BRIEF
All lines with the word "Ожинова" in the material below are required.

★ ★ ★

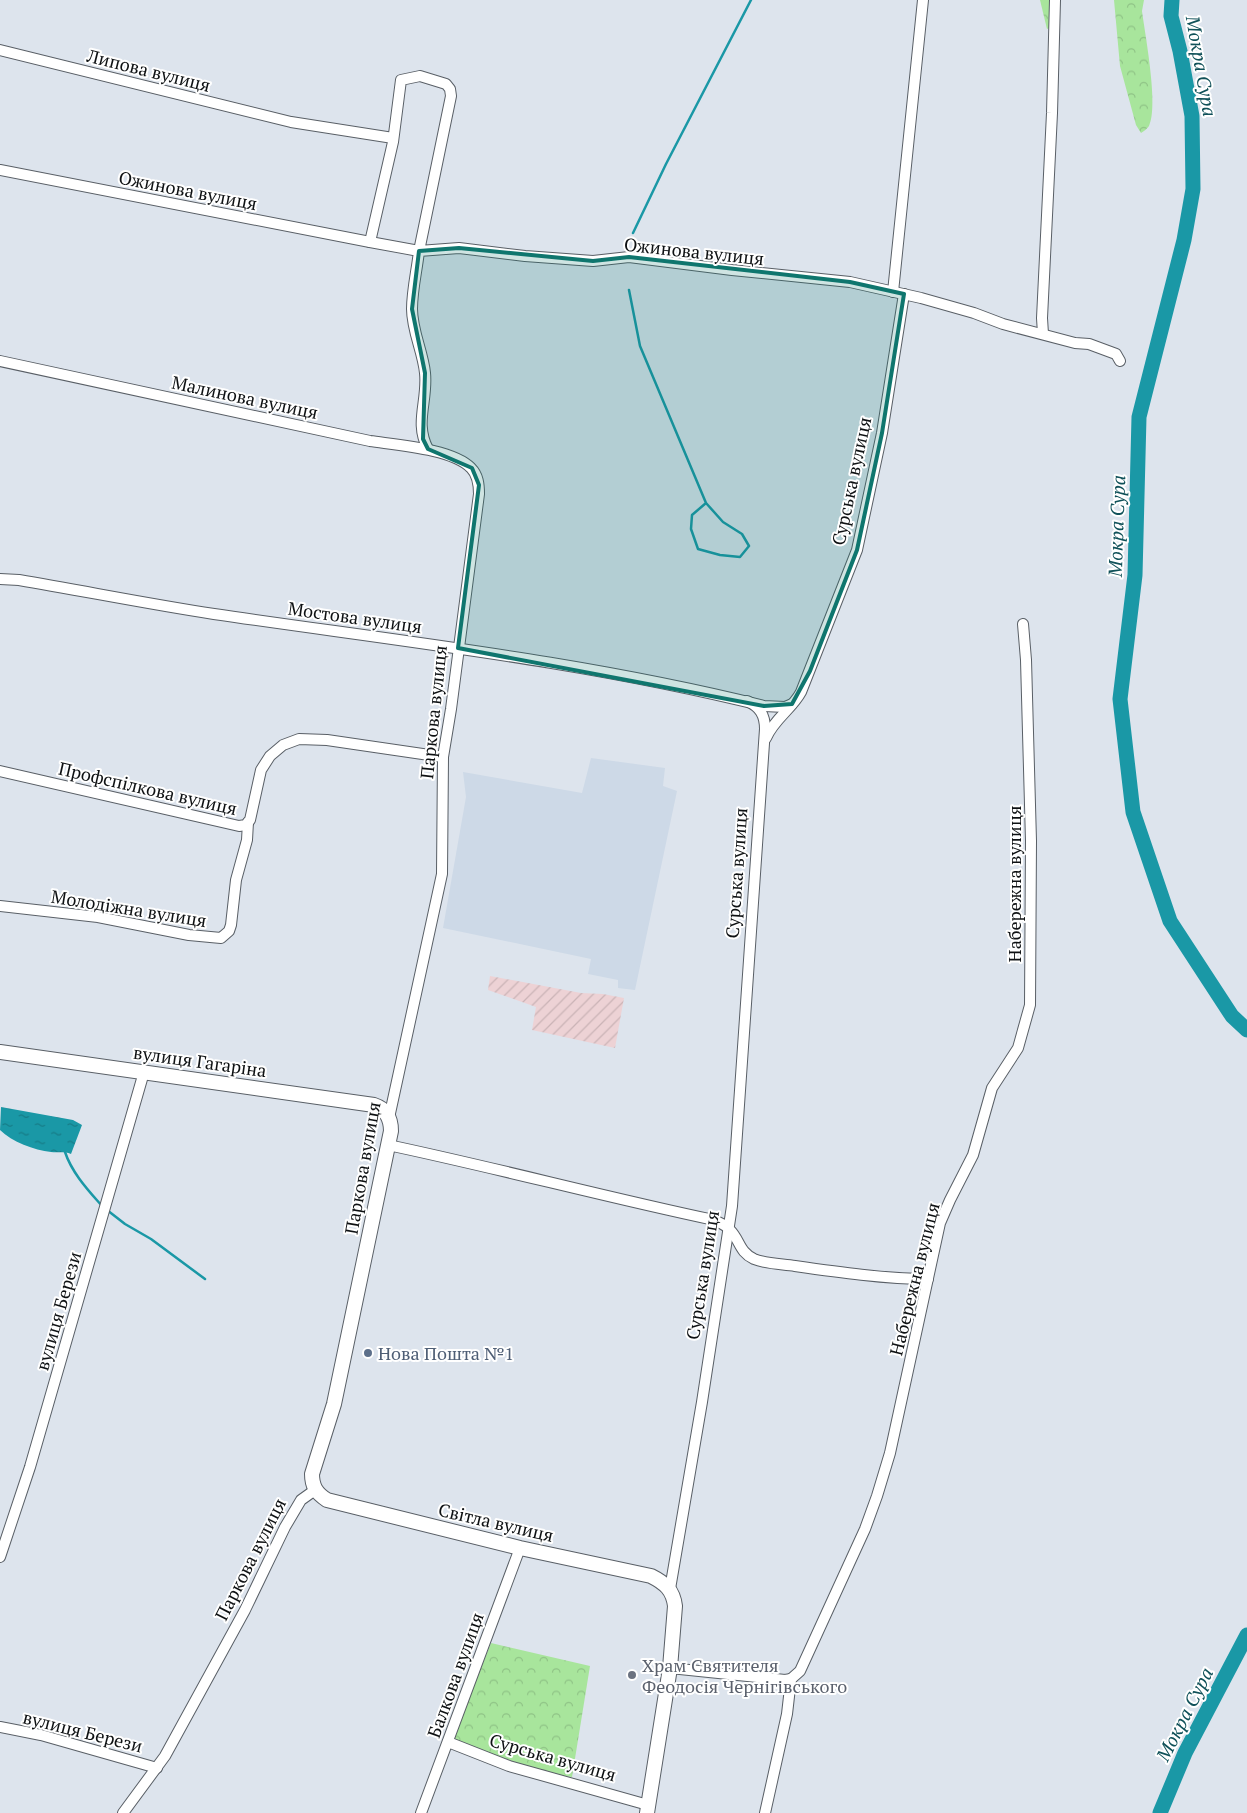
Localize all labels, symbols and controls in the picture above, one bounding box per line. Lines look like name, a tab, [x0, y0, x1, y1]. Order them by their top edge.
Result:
water label: Мокра Сура	[1181, 13, 1223, 118]
street label: Липова вулиця	[84, 43, 213, 97]
street label: Ожинова вулиця	[117, 165, 259, 215]
street label: Ожинова вулиця	[623, 232, 765, 270]
street label: Малинова вулиця	[170, 370, 320, 424]
street label: Сурська вулиця	[826, 415, 876, 547]
water label: Мокра Сура	[1102, 475, 1130, 578]
street label: Мостова вулиця	[286, 596, 424, 638]
street label: Паркова вулиця	[414, 644, 452, 780]
street label: Профспілкова вулиця	[56, 756, 240, 820]
street label: Набережна вулиця	[1002, 806, 1026, 962]
street label: Сурська вулиця	[719, 807, 753, 939]
street label: Молодіжна вулиця	[49, 884, 209, 932]
street label: вулиця Гагаріна	[132, 1040, 268, 1082]
street label: Паркова вулиця	[339, 1100, 385, 1236]
street label: Набережна вулиця	[883, 1200, 945, 1358]
street label: Сурська вулиця	[680, 1209, 724, 1341]
street label: вулиця Берези	[30, 1249, 86, 1373]
place label: Нова Пошта №1	[378, 1341, 514, 1365]
marker: Нова Пошта №1	[362, 1347, 374, 1359]
street label: Паркова вулиця	[209, 1494, 291, 1624]
street label: Світла вулиця	[436, 1497, 556, 1547]
street label: Балкова вулиця	[421, 1609, 489, 1741]
place label: Храм Святителя Феодосія Чернігівського	[642, 1653, 847, 1698]
water label: Мокра Сура	[1149, 1663, 1218, 1766]
marker: Храм Святителя Феодосія Чернігівського	[626, 1669, 638, 1681]
street label: вулиця Берези	[21, 1705, 145, 1757]
street label: Сурська вулиця	[487, 1727, 619, 1787]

★ ★ ★

THE ANSWER
street label: Ожинова вулиця	[117, 165, 259, 215]
street label: Ожинова вулиця	[623, 232, 765, 270]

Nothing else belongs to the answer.